■ EXERCISE: The word "Thomas": in how many lines of the records does it appear? Reply with the number alone.

(Stored items)
• • • • • • •
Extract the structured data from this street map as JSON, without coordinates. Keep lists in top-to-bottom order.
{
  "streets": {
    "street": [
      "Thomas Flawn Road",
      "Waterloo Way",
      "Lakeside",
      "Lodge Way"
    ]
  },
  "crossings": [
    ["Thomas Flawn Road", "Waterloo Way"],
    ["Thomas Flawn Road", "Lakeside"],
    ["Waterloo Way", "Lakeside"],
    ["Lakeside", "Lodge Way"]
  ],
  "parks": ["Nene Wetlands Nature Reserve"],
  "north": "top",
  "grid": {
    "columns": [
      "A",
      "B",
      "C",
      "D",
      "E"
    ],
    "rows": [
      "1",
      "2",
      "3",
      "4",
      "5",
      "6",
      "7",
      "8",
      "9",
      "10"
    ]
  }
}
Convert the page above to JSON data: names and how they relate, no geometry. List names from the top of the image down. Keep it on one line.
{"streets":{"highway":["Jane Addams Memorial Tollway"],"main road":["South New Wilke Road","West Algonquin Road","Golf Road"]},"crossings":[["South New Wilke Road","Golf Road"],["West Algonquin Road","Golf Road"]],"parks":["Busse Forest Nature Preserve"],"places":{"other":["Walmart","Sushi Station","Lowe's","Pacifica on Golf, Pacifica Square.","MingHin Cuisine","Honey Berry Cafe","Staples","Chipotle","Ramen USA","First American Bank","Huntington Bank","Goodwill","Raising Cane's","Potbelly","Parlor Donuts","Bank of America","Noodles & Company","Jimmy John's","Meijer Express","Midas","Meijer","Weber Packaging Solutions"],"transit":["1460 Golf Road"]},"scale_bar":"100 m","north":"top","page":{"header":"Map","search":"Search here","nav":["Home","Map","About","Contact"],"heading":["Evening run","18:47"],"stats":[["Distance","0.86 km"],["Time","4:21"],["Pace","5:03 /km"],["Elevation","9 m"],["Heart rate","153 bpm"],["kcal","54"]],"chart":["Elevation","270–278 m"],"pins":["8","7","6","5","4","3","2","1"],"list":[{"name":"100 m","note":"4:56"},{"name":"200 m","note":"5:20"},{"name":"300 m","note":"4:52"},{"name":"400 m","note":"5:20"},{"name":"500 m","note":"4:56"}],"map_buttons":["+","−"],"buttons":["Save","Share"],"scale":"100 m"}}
• • • • • • •
■ TASK SOLUTION: 3